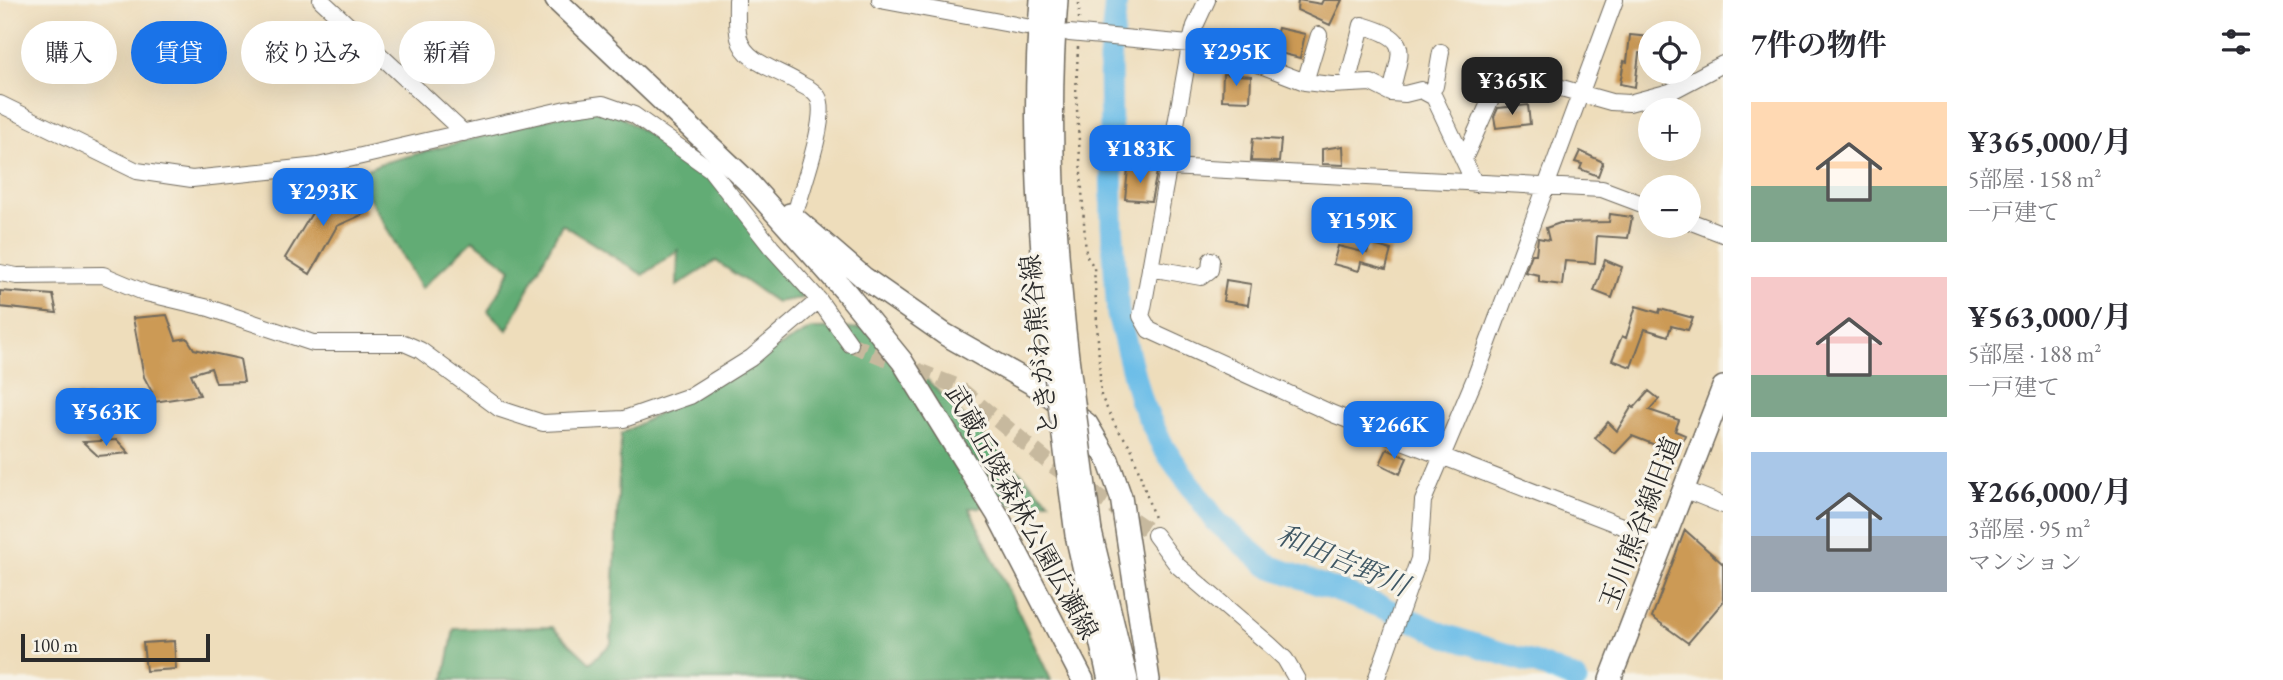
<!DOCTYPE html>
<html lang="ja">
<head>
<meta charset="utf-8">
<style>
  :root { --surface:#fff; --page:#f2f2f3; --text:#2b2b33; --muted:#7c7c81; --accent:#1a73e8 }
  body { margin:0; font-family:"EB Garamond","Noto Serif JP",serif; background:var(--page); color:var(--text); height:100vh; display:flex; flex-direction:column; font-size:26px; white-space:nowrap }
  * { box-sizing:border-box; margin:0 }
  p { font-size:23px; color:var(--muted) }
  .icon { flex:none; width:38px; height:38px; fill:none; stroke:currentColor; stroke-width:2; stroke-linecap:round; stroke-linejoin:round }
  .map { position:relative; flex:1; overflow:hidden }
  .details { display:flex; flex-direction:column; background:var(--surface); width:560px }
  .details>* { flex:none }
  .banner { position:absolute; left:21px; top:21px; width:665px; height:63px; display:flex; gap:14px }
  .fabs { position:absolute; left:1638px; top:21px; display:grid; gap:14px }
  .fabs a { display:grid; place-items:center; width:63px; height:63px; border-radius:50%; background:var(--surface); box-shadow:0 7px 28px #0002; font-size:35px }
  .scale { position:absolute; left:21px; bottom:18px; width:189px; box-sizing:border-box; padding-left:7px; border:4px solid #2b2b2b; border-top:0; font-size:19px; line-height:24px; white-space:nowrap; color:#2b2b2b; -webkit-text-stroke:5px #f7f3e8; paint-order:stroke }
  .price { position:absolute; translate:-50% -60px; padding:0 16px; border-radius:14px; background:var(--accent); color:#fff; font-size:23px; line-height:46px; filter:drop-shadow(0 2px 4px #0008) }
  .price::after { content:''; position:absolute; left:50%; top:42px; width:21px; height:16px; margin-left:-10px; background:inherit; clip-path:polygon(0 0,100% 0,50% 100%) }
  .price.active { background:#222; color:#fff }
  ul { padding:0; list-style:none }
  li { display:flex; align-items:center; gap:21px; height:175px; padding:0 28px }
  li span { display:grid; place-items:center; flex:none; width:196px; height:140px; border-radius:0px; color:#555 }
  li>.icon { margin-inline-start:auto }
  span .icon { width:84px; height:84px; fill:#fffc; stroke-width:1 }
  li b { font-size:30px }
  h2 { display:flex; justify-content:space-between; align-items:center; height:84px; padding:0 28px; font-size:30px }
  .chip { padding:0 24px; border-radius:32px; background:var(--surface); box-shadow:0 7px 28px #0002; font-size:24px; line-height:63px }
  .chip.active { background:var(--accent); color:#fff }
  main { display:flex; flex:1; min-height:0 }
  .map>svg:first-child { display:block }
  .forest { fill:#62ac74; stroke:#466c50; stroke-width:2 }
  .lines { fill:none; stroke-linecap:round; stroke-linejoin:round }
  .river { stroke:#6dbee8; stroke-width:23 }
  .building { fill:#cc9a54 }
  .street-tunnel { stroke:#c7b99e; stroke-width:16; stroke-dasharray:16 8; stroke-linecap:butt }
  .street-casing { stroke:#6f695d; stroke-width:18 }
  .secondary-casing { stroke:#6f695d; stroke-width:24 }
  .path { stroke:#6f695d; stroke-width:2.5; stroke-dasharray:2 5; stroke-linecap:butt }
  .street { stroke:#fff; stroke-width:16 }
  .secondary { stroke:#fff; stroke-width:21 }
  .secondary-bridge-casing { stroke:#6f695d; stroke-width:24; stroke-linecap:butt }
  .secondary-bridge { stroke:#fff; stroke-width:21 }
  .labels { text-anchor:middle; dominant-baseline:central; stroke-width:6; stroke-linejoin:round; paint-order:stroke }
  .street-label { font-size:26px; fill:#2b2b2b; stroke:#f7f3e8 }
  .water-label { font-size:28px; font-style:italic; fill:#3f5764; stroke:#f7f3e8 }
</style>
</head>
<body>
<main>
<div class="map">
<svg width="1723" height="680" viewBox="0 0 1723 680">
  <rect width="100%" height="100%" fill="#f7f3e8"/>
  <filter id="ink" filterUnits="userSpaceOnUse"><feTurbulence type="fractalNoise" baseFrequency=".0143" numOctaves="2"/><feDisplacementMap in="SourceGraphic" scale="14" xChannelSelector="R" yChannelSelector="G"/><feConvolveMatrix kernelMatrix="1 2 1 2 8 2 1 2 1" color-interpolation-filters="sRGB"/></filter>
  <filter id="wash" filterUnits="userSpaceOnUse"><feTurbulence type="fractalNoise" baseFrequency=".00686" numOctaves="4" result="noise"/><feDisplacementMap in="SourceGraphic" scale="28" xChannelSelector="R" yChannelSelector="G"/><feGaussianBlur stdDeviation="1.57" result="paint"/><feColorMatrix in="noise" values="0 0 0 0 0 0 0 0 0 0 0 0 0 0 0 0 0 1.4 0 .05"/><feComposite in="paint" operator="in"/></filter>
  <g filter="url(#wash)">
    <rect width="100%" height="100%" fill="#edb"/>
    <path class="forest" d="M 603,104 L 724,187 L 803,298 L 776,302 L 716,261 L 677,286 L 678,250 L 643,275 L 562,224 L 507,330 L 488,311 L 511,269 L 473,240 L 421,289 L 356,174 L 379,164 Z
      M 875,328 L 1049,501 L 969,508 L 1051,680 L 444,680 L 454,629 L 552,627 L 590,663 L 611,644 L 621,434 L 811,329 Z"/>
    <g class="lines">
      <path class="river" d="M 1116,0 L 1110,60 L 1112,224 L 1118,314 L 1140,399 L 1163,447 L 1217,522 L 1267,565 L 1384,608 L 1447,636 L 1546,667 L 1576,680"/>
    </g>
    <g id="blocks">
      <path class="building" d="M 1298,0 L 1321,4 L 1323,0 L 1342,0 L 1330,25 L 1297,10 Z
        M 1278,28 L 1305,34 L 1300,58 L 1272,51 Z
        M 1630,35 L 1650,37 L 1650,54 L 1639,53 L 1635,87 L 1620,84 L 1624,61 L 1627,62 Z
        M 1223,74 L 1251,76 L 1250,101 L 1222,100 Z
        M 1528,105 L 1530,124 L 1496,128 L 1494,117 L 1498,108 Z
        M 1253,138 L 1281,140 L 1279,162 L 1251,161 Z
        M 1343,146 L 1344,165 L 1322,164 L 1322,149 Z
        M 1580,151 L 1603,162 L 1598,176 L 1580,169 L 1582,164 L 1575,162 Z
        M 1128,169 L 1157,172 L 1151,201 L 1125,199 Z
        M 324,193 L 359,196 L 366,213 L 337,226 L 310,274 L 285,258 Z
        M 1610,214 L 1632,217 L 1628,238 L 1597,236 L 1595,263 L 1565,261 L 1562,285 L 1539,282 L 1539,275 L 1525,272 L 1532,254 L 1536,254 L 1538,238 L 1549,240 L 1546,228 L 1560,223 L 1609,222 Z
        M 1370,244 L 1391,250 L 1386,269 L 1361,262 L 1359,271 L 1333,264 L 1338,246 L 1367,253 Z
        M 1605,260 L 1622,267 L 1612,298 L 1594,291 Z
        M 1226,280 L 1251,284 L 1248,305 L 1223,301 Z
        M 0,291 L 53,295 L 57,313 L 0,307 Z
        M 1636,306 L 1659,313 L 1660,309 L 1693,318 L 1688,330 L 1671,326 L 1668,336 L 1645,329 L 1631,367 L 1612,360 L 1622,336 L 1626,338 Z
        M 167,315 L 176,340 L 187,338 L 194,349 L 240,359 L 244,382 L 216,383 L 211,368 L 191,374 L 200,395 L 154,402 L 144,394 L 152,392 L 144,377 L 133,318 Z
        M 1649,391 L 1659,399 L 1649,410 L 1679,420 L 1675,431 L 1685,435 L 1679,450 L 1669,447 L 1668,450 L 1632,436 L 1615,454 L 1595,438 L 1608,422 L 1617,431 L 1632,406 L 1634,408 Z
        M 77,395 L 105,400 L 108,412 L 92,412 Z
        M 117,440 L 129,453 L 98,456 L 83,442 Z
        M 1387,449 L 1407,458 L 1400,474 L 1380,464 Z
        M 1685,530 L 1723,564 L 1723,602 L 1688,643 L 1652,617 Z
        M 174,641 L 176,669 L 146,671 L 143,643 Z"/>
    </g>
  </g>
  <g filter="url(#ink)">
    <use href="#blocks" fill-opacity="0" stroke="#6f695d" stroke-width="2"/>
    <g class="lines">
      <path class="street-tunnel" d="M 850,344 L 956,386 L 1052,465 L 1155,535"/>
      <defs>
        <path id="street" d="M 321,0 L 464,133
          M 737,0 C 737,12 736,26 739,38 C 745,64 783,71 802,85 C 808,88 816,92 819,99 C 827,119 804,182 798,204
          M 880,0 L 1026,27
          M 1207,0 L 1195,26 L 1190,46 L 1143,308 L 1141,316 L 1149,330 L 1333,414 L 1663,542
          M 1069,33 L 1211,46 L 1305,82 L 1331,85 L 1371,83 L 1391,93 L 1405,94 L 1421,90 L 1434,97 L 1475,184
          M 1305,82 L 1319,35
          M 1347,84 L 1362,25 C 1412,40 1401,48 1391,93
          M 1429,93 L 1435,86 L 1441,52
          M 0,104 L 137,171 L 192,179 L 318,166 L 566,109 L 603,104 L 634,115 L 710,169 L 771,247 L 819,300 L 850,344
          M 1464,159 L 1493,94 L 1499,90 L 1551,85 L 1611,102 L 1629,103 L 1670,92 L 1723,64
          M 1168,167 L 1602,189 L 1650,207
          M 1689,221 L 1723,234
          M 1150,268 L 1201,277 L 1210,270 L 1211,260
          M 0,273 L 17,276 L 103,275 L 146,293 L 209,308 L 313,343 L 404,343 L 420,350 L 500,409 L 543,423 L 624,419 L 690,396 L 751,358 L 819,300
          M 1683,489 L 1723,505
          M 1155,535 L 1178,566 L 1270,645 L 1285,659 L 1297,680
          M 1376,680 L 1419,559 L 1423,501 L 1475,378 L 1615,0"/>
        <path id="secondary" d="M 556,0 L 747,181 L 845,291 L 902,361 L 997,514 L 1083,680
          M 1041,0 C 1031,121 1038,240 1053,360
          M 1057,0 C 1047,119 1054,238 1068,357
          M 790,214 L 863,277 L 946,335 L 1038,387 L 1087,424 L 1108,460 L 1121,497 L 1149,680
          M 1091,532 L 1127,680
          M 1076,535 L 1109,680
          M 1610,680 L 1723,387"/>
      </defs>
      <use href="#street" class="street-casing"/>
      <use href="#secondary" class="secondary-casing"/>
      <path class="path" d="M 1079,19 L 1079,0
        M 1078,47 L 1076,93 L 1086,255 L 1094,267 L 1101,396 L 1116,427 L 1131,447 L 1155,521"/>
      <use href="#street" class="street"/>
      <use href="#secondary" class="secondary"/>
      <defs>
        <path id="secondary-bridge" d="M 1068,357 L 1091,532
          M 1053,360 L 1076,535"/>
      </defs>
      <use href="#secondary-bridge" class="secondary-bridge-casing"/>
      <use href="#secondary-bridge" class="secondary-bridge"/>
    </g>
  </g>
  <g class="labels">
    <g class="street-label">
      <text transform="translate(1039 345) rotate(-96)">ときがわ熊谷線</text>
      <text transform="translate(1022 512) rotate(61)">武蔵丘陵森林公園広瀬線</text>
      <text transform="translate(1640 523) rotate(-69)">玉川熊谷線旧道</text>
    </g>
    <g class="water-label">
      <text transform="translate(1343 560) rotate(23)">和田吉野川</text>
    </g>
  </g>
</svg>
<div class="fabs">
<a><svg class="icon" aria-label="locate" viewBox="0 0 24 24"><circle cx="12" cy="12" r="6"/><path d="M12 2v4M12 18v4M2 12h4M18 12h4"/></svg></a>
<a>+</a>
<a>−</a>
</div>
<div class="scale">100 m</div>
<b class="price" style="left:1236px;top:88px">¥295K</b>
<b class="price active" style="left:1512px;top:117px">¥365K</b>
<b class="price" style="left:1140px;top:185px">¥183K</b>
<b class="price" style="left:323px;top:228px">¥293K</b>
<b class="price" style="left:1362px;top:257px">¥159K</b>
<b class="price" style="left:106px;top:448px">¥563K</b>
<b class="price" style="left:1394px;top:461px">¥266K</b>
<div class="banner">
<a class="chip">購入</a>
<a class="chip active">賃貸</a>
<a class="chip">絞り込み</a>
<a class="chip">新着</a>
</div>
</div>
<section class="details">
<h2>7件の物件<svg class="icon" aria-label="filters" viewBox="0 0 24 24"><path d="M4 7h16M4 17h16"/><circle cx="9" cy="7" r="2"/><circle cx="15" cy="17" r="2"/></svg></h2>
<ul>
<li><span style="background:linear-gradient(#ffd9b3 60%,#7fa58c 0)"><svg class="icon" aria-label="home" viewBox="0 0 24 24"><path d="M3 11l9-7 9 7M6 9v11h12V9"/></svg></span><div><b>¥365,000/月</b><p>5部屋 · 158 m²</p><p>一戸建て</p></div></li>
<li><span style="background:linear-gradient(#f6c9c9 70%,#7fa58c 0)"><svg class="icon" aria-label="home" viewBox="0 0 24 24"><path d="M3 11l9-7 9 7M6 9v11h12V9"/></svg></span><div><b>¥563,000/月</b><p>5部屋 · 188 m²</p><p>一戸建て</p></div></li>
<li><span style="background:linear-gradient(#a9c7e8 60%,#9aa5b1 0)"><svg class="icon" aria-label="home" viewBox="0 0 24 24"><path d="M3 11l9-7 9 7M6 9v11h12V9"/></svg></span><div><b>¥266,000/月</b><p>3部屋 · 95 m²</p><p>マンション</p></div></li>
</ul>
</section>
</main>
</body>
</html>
========
Starting at the top of the listing above, reproduce each line up to and including the one with "flex:none; width:38px; height:38px;"; omit the pictures.

● **Written answer**:
<!DOCTYPE html>
<html lang="ja">
<head>
<meta charset="utf-8">
<style>
  :root { --surface:#fff; --page:#f2f2f3; --text:#2b2b33; --muted:#7c7c81; --accent:#1a73e8 }
  body { margin:0; font-family:"EB Garamond","Noto Serif JP",serif; background:var(--page); color:var(--text); height:100vh; display:flex; flex-direction:column; font-size:26px; white-space:nowrap }
  * { box-sizing:border-box; margin:0 }
  p { font-size:23px; color:var(--muted) }
  .icon { flex:none; width:38px; height:38px; fill:none; stroke:currentColor; stroke-width:2; stroke-linecap:round; stroke-linejoin:round }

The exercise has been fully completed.